3     IMPLEMENTATION AND EXPERIMENT

In the present study, we implemented a rule generation engine for ILP [2] and
each module described above using the Java programming language. In addition,
in this implementation experiment, we temporarily set the threshold (number of
searches to be conducted) at 200 for the division request in the ILP module. We
used two 6-CPU computers and two 4-CPU computers in our parallel processing
experiment.


3.1     Speedup Experiment

We used two 6CPU computers to conduct an experiment to measure speedup
and used middle-scale data on drug discovery analysis as training data. One
by one, we increased the number of CPUs from 1 to 12, and performed 12
experiments. In our system, a worker module (and an ILP module) used one
CPU. The experiment results are presented in Table 1. We obtained a speedup
of 7.4 using a 12-CPU unit for this exercise. However, this problem was small-
scale and did not provide enough speedup.

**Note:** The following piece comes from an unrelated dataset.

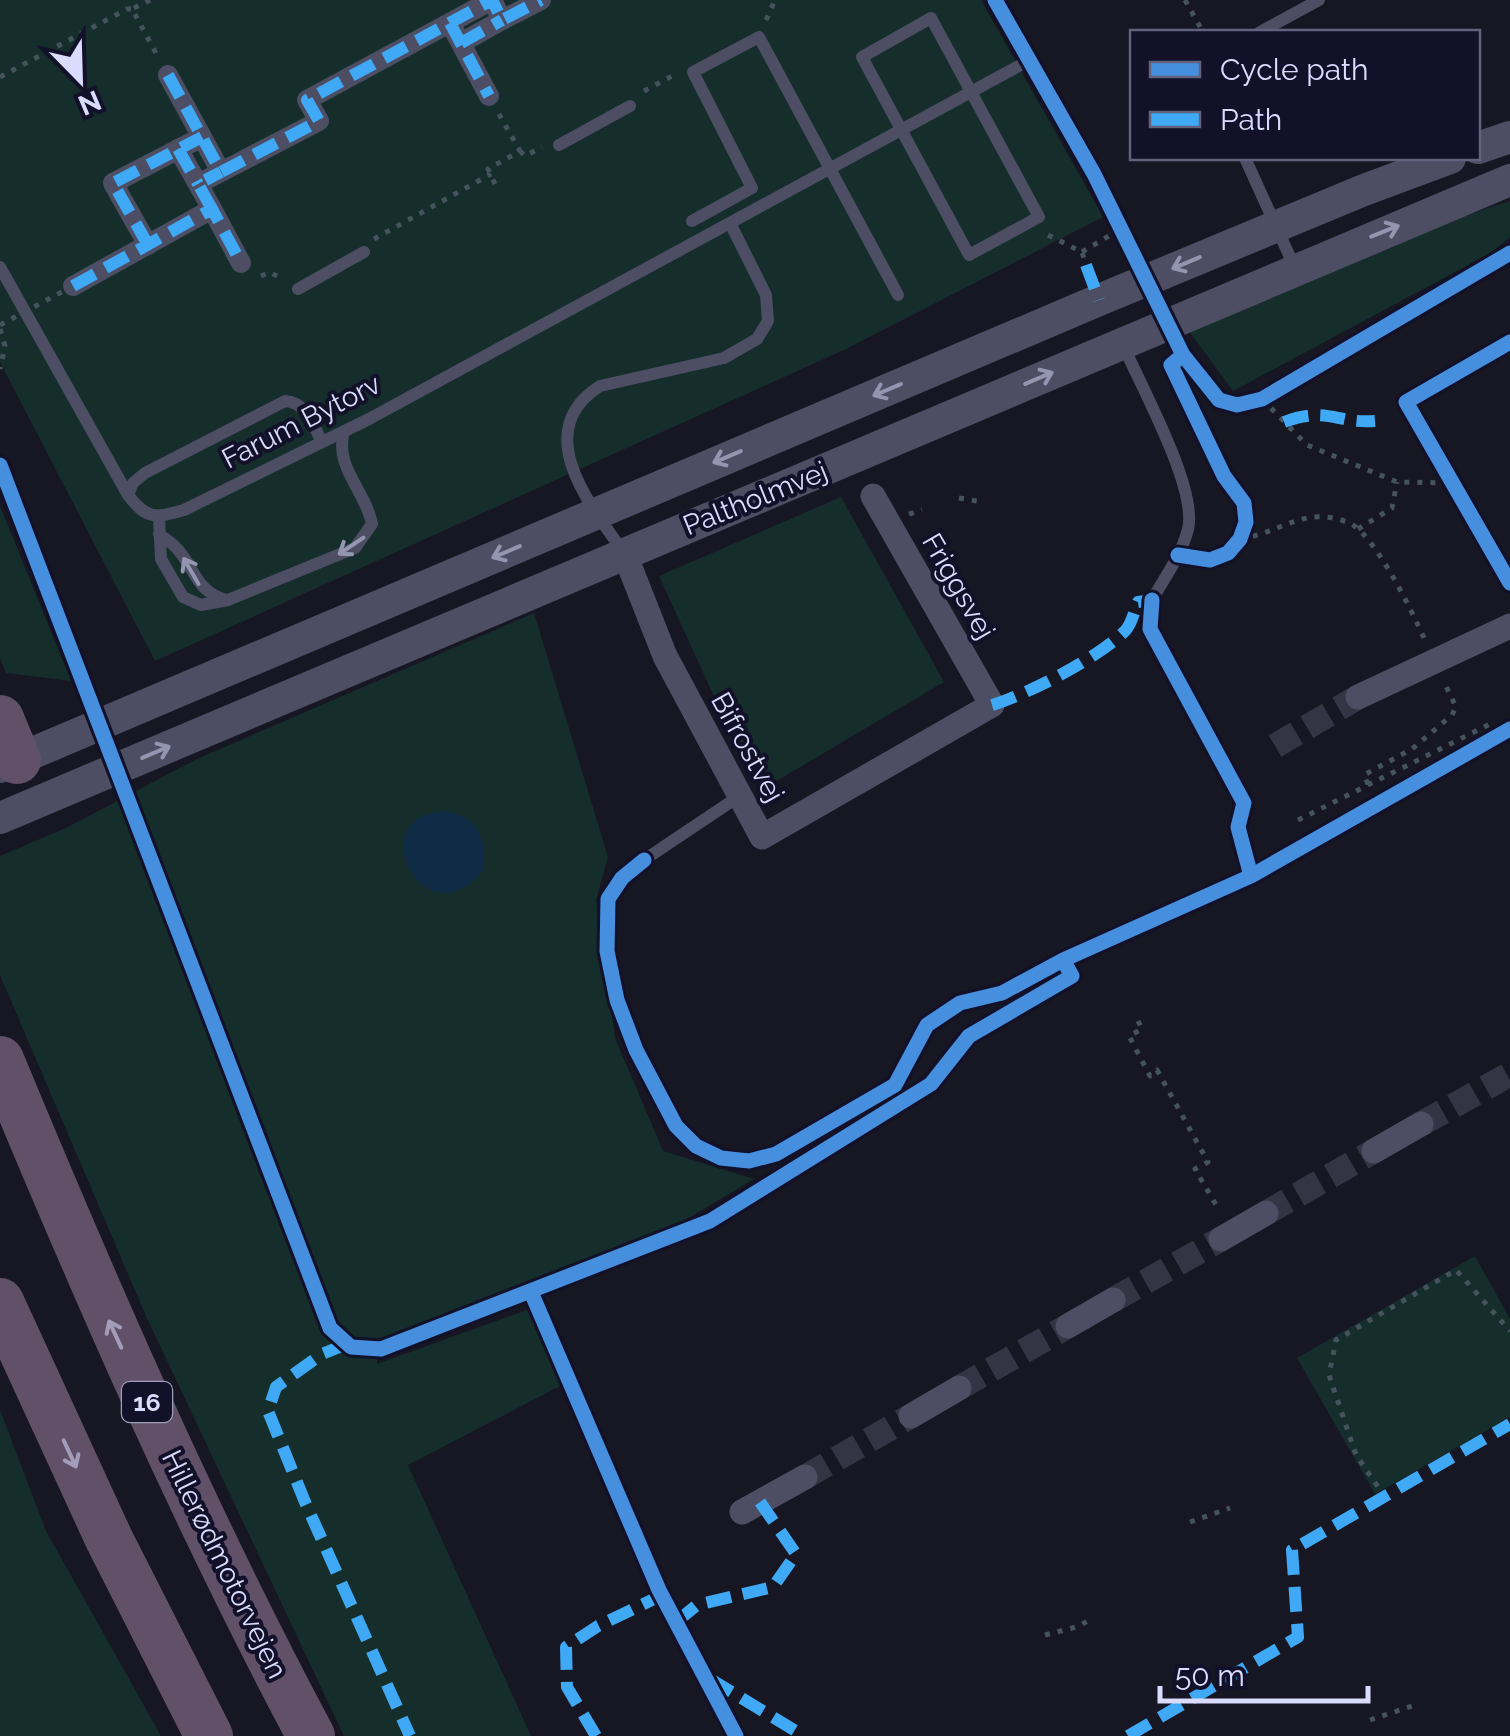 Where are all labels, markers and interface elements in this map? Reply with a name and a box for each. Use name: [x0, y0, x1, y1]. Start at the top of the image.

3.2     Large-Scale Parallel Experiment

Using four computers, we performed application experiments on a large-scale
example of a drug discovery problem. In this experiment, we used 1 CPU, 12
CPUs (two 6-CPU computers), and 20 CPUs (two 6-CPU computers + two 4-
CPU computers) in a total of three experiments. Table 2 shows the experiment
results. The results are conﬁrmed that speedup corresponded to the number
of CPUs used. For this drug-discovery problem, it conventionally took at least
15h using a parallel-processing system; however, with our proposed method,
one learning process required less than 1h. Thus, experiments can be easily
reconducted by adjusting the parameters and can achieve better research results.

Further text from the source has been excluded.